[Linux-cluster] Directories with >100K files

Jeff Sturm jeff.sturm at eprize.com
Wed Jan 21 03:32:01 UTC 2009


> -----Original Message-----
> From: linux-cluster-bounces at redhat.com 
> [mailto:linux-cluster-bounces at redhat.com] On Behalf Of 
> nick at javacat.f2s.com
> Sent: Tuesday, January 20, 2009 5:19 AM
> To: linux-cluster at redhat.com
> Subject: [Linux-cluster] Directories with >100K files
> 
> We have a GFS filesystem mounted over iSCSI. When doing an 
> 'ls' on directories with several thousand files it takes 
> around 10 minutes to get a response back -

You don't say how many nodes you have, or anything about your
networking.

Some general pointers:

- A plain "ls" is probably much faster any variant that fetches inode
metatdata, e.g. "ls -l".  The latter performs a stat() on each
individual file which in turn triggers locking activity of some sort.
This is known to be slow on GFS1.  (I've heard reports that GFS2 is/will
be better.)

- You want a fast, reliable low-latency network for your cluster.  Intel
GigE cards and a fast switch are a good bet.

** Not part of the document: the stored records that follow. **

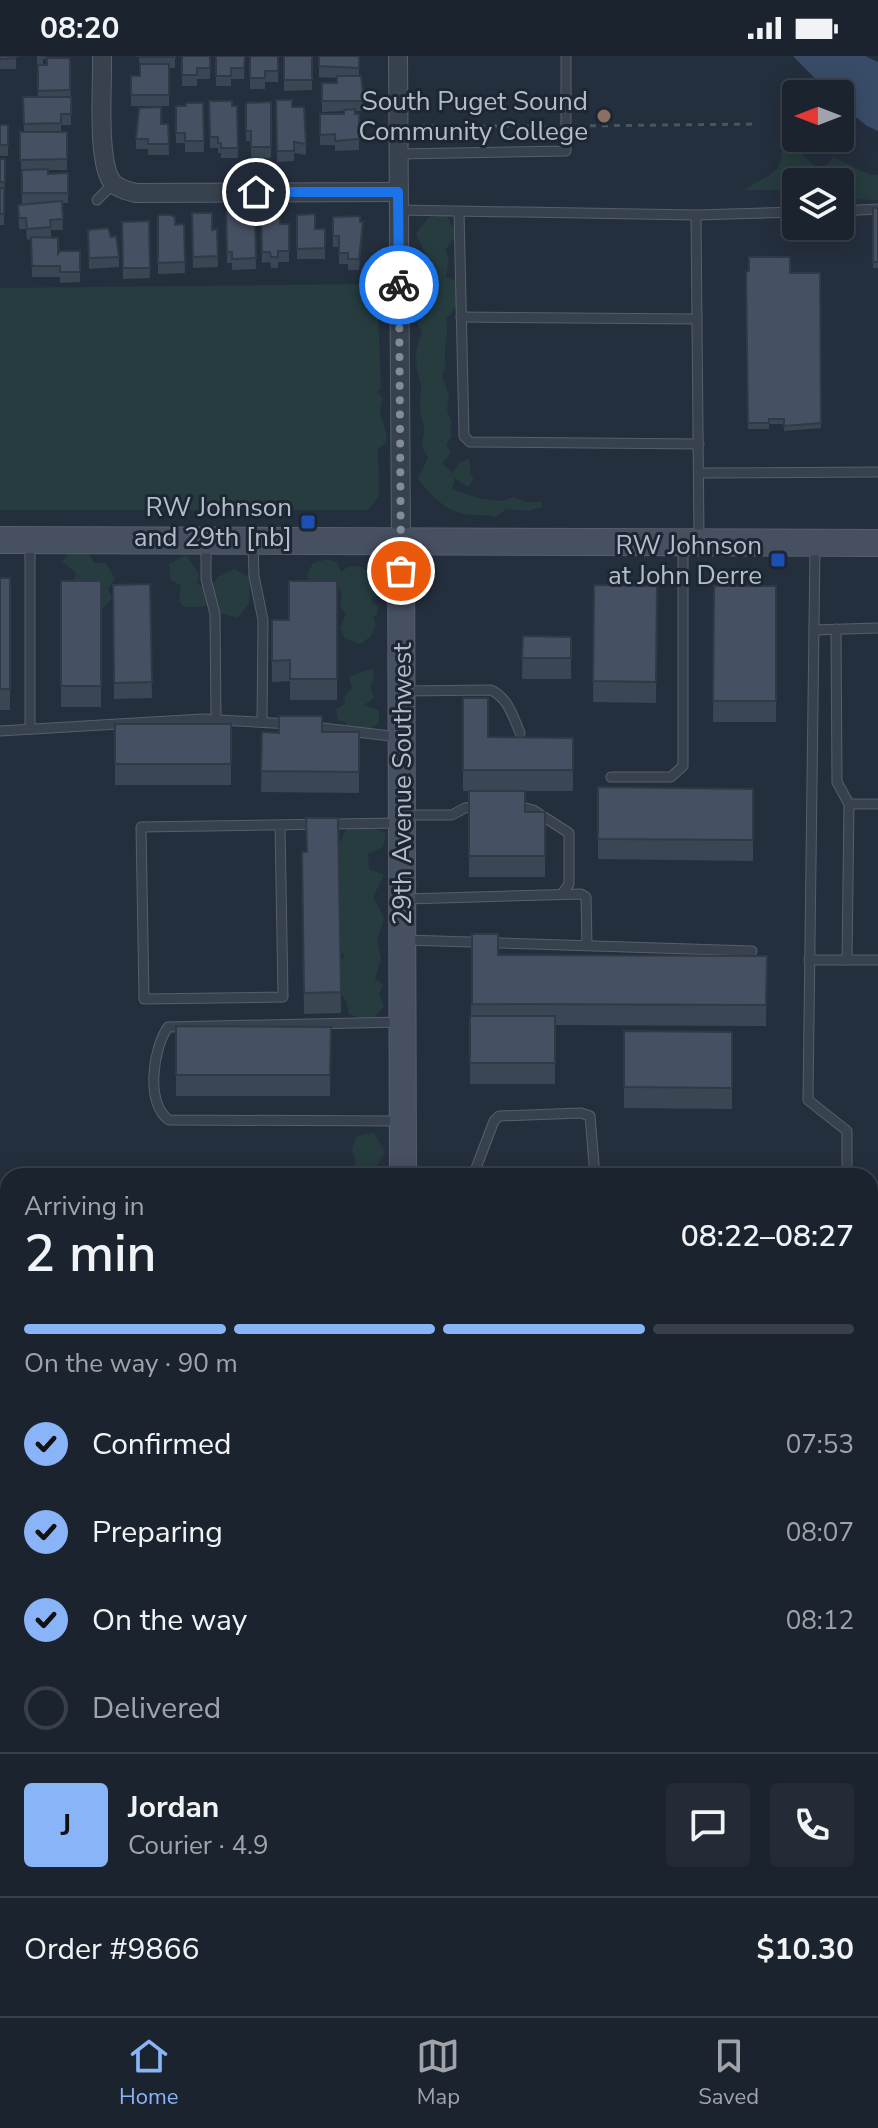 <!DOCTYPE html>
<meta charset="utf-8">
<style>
:root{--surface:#1b232e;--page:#242b36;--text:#f1f3f6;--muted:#a0a4aa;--line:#39404a;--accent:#8ab4f8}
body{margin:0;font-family:"Nunito Sans",sans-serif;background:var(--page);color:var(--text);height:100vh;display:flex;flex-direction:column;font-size:30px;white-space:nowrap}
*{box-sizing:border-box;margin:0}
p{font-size:26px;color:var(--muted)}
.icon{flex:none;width:44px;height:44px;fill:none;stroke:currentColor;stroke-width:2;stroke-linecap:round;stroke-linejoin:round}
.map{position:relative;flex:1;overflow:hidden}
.details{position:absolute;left:0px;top:1112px;width:878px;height:848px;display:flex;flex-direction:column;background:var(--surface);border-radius:24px 24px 0 0;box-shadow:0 4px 20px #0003,0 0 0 2px var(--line)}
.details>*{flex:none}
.needle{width:52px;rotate:270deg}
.fabs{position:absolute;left:782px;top:24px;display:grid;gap:16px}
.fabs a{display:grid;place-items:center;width:72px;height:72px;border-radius:8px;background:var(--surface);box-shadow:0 4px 20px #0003,0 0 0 2px var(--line);font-size:40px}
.pin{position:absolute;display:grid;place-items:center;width:68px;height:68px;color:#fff;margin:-34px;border:4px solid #fff;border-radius:50%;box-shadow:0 2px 8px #0007}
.courier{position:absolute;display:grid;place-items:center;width:80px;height:80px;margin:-40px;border:6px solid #1a73e8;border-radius:50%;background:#fff;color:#222;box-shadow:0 2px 10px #0007}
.head em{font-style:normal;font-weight:600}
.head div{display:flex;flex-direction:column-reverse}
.head{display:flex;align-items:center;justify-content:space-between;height:136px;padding:0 24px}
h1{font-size:52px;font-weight:600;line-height:60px}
.bar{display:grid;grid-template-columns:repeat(4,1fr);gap:12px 8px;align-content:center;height:96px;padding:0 24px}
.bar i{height:10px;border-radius:6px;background:var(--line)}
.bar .current{background:var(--accent)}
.bar p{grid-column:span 4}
.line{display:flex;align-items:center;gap:20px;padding:0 24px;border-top:2px solid var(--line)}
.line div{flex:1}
.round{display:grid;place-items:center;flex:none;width:84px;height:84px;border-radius:8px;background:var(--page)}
ol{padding:0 24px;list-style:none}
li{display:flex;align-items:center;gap:24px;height:88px}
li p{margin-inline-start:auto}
li .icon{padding:8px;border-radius:50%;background:var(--accent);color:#111;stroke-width:4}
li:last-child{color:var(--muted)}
li i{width:44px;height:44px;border:4px solid var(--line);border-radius:50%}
.status{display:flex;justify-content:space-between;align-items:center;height:56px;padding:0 40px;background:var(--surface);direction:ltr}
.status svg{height:22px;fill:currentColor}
.tabs{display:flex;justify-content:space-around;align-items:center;height:112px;border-top:2px solid var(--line);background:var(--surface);font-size:22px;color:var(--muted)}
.tabs a{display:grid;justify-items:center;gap:4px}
.tabs .current{color:var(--accent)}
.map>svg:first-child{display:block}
.green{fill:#263c3f}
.water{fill:#394c67}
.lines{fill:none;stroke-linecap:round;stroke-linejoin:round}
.lane-casing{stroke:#565f6c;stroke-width:11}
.street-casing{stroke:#565f6c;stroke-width:20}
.secondary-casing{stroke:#565f6c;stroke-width:28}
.path{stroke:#44595c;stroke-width:3;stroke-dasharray:6 6;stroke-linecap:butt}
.lane{stroke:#38414e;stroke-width:9}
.street{stroke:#38414e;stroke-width:18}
.secondary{stroke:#465061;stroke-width:26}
.wall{fill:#3b4654}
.shaded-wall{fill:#303945}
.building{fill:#455162;stroke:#303945;stroke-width:2}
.done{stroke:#828b98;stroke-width:8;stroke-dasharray:0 14.4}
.route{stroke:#1a73e8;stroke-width:10}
.education-dot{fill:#8d6e63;stroke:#1d2633;stroke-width:3}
.transit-dot{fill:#1a4fb4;stroke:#1d2633;stroke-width:3}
.labels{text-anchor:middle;stroke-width:6;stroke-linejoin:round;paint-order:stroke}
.poi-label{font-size:26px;fill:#b4bcc9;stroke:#1d2633;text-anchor:end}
.street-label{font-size:26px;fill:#b4bcc9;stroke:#1d2633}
</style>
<div class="status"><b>08:20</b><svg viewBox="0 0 49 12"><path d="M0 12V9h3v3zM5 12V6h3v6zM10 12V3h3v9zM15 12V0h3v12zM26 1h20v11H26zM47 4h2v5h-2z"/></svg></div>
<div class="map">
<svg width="878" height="1960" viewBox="0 0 878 1960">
<rect width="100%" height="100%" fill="#242f3e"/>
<g class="green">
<path d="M783,77C794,93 808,102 821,117L833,101L870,119H878V144L840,143V126H796V134H744C778,113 783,119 783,77Z"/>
<path d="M445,157L457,178L445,194L449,202L446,221L458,226L462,244L446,263C449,279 446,278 445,292C444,306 448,306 442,320L449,339L447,355L452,365L450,373L452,380L446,389L451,397L442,407L453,417L458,408L469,402L471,418L474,421L468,431L455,422L452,433L478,442L501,445L514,441L525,446H542V451L528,455L506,453L496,461C485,458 475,460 464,458C444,454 430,438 418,423L428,401L421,389C428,367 421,371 420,352C419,343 423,334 420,326C415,306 414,296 422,276L408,250L424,229L416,216L425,197L416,178L428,162Z"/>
<path d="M377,228L381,332L377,336L383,342C375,358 387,370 387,386L378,393L379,440L368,454H0V232Z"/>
<path d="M72,494L89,498L94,507H106L115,523L108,533L112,542L101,554H89L64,535L77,518L62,505Z"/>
<path d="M186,499L199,518L197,528L207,532L209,535L218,521L235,513L250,522L249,548L237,562L220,557L216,542L203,551H184L179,545L181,530L170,523L169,508Z"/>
<path d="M328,503L337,506L341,516L349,510L361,511L371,516L373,526L383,528L384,536L372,542V548L378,550L377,559L373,561L376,569L370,581L360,588L345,582L340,572L346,558L340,551L342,541L338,528L330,535L312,529L307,519L313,507Z"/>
<path d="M373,612L374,624L370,630L374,642L364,649L379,654V667L371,672L370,676L349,673L345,666L338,664L336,653L345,648L344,641L352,632L349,621Z"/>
<path d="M364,768L386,777L383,791L368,798L369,813L384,819L373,841L384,862L377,885L381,902L375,923L383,929L379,939L384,950L370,966L349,958L346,945L333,926L344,900L330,879L335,797L346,773Z"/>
<path d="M374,1077L385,1096L371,1120H346L356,1107L352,1093L357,1080Z"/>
</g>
<path class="water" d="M793,0H865L878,6V75L867,70L840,48V38H830Z"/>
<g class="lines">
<g class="lane-casing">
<g id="lane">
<path d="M398,98L566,95V0"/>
<path d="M97,144L114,127"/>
<path d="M398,154L696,159L796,156"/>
<path d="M840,155L878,153"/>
<path d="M459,156L464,380L470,386L699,388"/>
<path d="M696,159L699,482"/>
<path d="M461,261L697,263"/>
<path d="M699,417L878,416"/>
<path d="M30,488V673"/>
<path d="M206,488V523L215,558L216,663"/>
<path d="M253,489L254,520L263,564L262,665"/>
<path d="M815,490L808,1044L847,1075V1120"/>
<path d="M836,573L837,726L849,748H878"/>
<path d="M814,574L878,572"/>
<path d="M405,635L491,634C508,642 513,660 520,677"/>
<path d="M314,671L399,681"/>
<path d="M0,675L202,663L291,668"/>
<path d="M611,721H671L683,710V489"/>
<path d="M515,749L533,754L569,777V828L562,838"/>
<path d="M405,759H452L465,752L480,750"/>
<path d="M280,769L283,941L144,943L141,771L398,767"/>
<path d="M406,843L581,838L586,841L587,889"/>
<path d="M406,884L752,895"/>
<path d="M809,904H878"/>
<path d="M847,904L849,748"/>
<path d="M400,1065L169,1064C145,1048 153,992 168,971L401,966"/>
<path d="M473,1120L494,1065L499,1060L581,1057L590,1060L595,1120"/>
<path d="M870,1333H878"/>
<path d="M0,1394H8"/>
<path d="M0,1634H8"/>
<path d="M0,1857H8"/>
<path d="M39,1960V1952"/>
<path d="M236,1960V1952"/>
</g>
</g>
<g class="street-casing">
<g id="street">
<path d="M102,0C103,27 96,108 113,127C119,133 128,135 136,137L398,136"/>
<path d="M398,0L401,485"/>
<path d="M408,1960V1952"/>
</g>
</g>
<g class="secondary-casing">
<g id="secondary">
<path d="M0,484L878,487"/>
<path d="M401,485L403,1120"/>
<path d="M870,1556H878"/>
<path d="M0,1926H8"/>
</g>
</g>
<g class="path">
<path d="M419,70H554"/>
<path d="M578,70L758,68"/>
</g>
<use href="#lane" class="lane"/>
<use href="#street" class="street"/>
<use href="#secondary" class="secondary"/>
</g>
<g class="wall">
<path d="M0,0H21L16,1V13H0Z"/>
<path d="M37,0L70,2L71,69H61V76H67V114H48V118L68,117V147H62L63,174H51V182L58,198L80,195V226L60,227V221H32L31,183L27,184L26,173H19L18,149L33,148H22L20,76H24L23,41H38V9H47V3H43V9L37,8Z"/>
<path d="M134,0H175V12H169V50H131V20H140L139,1Z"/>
<path d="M182,0H211L210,23H197V30H182Z"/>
<path d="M216,0H245L244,23H231V30H216Z"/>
<path d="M250,0H279L278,26H265V33H250Z"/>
<path d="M284,0H312V34L284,35Z"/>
<path d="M319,0H359V20L364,45V55H355V58H359V94L335,95V89H320V58H344V55L322,56V27H337V22L319,21Z"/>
<path d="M276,44L292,51L306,88V99L294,97V105L277,106Z"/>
<path d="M209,45L232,50H237L238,102H221V97H218V92H210Z"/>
<path d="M271,46V102H251V85H246V47Z"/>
<path d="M203,47L204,96H185V87H176V50Z"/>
<path d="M161,68H168L169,99H148V93H136V83Z"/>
<rect x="0" y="69" width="8" height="31"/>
<path d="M0,103H5L4,169H0Z"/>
<rect x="873" y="152" width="5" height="60"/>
<path d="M226,156L246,165H255L256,213L232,214V207H227Z"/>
<path d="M192,157L212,174L217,173L218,211L193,212Z"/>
<path d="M158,159L175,169L184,168L185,217L158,218Z"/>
<path d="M261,159L280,168H289V206H278V212H271L270,206L262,207Z"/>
<path d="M297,159L315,173H325V203H297Z"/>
<path d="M333,161L360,166L363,177L359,214H348V208H339V191H333Z"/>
<path d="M149,165L150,222L123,223L122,166Z"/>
<path d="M88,174L119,201V211L89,213Z"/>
<path d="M746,216L820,217L821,372L784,375V368H769V373H748Z"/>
<rect x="0" y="522" width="10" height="132"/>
<rect x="61" y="525" width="40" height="126"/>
<path d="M337,525V644H290V625L272,626V564H289Z"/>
<path d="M150,528L152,642L114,643L113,529Z"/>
<path d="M594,529L657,530L656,647L593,646Z"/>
<path d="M714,530H776V666H713Z"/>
<path d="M523,580L571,581V623H522Z"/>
<path d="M463,642L488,681L573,682V735H525V756H545V821H469V735H463Z"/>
<rect x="115" y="668" width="116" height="61"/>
<path d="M262,676H359V737L261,736Z"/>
<path d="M598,731L753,733V805L598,803Z"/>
<path d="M338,762L341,957L304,958L302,796H307Z"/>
<path d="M472,878L498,899L767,900L766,970L555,969V1028H470Z"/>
<path d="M176,970L331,971L330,1040H176Z"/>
<path d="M624,975L732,976V1053L624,1052Z"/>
<rect x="0" y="1659" width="8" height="139"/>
<rect x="870" y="1761" width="8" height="141"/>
</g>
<path class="shaded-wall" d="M363,166V177L359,214V203Z"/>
<g class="building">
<path d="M0,0H16V2L0,3Z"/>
<rect x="139" y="0" width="36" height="1"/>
<path d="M182,0H210V12H197V19H182Z"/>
<path d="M216,0H245L244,12H231V20H216Z"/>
<path d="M250,0H278V15H265V22H250Z"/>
<rect x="284" y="0" width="28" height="24"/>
<path d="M319,0H359V12L319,10Z"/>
<path d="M47,2H70V34L38,35V9H47Z"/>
<path d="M140,8H169V39H131V20H140Z"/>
<path d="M337,20H361L364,45H322V27H337Z"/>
<path d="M23,41H71V58H61V67L24,68Z"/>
<path d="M276,44H292V51H304L306,88L294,86V95H277Z"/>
<path d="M209,45H232V50H237L238,92H221V87H218V81H210Z"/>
<path d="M271,46V91H251V75H246V47Z"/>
<path d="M186,47H203L204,85H185V77H176V50H186Z"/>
<path d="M161,51V68H168L169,88H148V83H136L139,52Z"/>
<path d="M355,53V58H359V83L335,85V78L320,79V58H344V54Z"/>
<rect x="0" y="69" width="8" height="20"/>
<path d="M20,76H67V103L20,104Z"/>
<rect x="0" y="103" width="5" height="23"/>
<path d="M48,113V118L68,117V137H22V114Z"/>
<rect x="0" y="132" width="4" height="26"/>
<path d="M62,145L63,163L50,164L51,171L27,173L26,162H19L18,149Z"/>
<rect x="873" y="152" width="5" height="54"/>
<path d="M246,155V165H255L256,202L232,203V196H227L226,156Z"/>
<path d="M192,157H212V174L217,173L218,200L193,201Z"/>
<path d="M315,158V173H325V192L297,193V159Z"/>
<path d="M158,159H171L175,161V169L184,168L185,206L158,207Z"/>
<path d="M261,159H280V168H289V195H278V201H271L270,196H262Z"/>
<path d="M360,160V166H363L359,203H348V197H339V180H333V161Z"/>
<path d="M149,165L150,212H123L122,166Z"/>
<path d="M108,172L111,181L116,180L119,201L89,202L88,174Z"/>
<path d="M31,181L58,182V198L60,195H80V216H60V210H32Z"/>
<path d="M749,201H790V217H820L821,367L784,370V363H769V367H748L746,216L749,215Z"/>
<rect x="0" y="522" width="10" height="111"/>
<rect x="61" y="525" width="40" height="105"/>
<path d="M289,525H337V623H290V604L272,605V564H289Z"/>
<path d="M150,528L152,626L114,627L113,529Z"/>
<path d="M594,529L657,530L656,626L593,625Z"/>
<path d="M714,530H776V645H713Z"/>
<path d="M523,580L571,581V602H522Z"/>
<path d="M463,642H488V681L573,682V714H463Z"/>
<path d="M279,660H322V676H359V716L261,715L262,676L279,677Z"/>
<rect x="115" y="668" width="116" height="40"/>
<path d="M598,731L753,733V784L598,783Z"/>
<path d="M469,735H525V756H545V800H469Z"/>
<path d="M306,762H338L341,936L304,937L302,796H307Z"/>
<path d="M472,878H498V899L767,900L766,949L472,948Z"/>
<rect x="470" y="960" width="85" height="47"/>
<path d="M176,970L331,971L330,1019H176Z"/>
<path d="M624,975L732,976V1032L624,1031Z"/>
<rect x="0" y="1659" width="8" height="118"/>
<rect x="870" y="1761" width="8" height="120"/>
<path d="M182,1955L306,1957V1960H181Z"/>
</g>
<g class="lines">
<path class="done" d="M399,229L401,515"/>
<path class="route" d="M256,136H398L399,229"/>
</g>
<circle class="education-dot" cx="604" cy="60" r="8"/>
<g class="transit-dot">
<rect x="300" y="458" width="16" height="16" rx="4"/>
<rect x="770" y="496" width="16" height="16" rx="4"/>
</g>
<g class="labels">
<g class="poi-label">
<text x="588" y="54">South Puget Sound<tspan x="588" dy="30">Community College</tspan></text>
<text x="292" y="460">RW Johnson<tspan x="292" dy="30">and 29th [nb]</tspan></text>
<text x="762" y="498">RW Johnson<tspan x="762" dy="30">at John Derre</tspan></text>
</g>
<g class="street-label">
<text transform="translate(402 728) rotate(-90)" y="9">29th Avenue Southwest</text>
</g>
</g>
</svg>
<div class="fabs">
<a><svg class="needle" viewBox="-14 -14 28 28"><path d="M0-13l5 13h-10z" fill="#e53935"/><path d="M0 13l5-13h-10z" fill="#a0a4aa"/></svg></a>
<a><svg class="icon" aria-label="layers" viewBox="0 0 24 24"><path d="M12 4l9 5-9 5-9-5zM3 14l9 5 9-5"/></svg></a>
</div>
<div class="pin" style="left:401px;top:515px;background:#ea580c"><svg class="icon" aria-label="bag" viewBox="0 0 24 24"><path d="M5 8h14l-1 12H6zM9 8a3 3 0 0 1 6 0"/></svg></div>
<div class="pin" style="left:256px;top:136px;background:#1f2937"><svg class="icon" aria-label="home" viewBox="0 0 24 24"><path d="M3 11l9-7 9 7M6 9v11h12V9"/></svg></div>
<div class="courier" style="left:399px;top:229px"><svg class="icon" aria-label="bike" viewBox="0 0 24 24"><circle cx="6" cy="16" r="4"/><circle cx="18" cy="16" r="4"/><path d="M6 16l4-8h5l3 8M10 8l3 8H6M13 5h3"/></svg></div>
<section class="details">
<div class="head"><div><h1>2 min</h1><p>Arriving in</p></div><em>08:22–08:27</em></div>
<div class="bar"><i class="current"></i><i class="current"></i><i class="current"></i><i></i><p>On the way · 90 m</p></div>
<ol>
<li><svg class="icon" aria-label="check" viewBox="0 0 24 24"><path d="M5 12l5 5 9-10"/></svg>Confirmed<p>07:53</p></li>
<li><svg class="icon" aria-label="check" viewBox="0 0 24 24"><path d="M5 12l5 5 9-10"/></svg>Preparing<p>08:07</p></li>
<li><svg class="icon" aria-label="check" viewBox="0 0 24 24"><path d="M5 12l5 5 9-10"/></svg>On the way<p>08:12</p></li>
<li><i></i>Delivered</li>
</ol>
<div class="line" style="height:144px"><b class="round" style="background:var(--accent);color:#111">J</b><div><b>Jordan</b><p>Courier · 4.9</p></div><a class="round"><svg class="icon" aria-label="chat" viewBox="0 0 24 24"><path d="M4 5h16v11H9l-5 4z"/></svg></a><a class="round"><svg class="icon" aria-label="phone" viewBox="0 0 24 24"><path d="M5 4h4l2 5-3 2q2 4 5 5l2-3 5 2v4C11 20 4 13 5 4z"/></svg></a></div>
<div class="line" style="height:104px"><div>Order #9866</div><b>$10.30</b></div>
</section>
</div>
<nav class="tabs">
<a class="current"><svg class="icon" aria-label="home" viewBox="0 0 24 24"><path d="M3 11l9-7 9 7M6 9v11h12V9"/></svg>Home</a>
<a><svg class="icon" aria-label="map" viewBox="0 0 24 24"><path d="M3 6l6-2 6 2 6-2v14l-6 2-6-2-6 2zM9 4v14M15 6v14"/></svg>Map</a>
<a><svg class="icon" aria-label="saved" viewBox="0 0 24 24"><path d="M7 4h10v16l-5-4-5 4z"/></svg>Saved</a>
</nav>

- Unless your application needs access times or quota support, mounting
with "noquota,noatime" is a good idea.  Maybe also "nodiratime".

> Can anyone recommend any GFS tunables to help us out here ?

You could try bumping demote_secs up from its default of 5 minutes.
That'll cause locks to be held longer so they may not need to be
reacquired so often.  It won't help with the initial directory listing,
but should help on subsequent invocations.

In your case, with "ls" taking 8 minutes to run, some locks initially
acuired during execution of the command have already been demoted once
complete.

> Should we set statfs_fast to 1 ?

Probably good to set this, regardless.

> What about glock_purge ?

Glock_purge helps limit CPU time consumed by gfs_scand when a large
number of unused glocks are present.  See
http://people.redhat.com/wcheng/Patches/GFS/readme.gfs_glock_trimming.R4
.  This may make your system run better but I'm not sure it's going to
help with listing your giant directories.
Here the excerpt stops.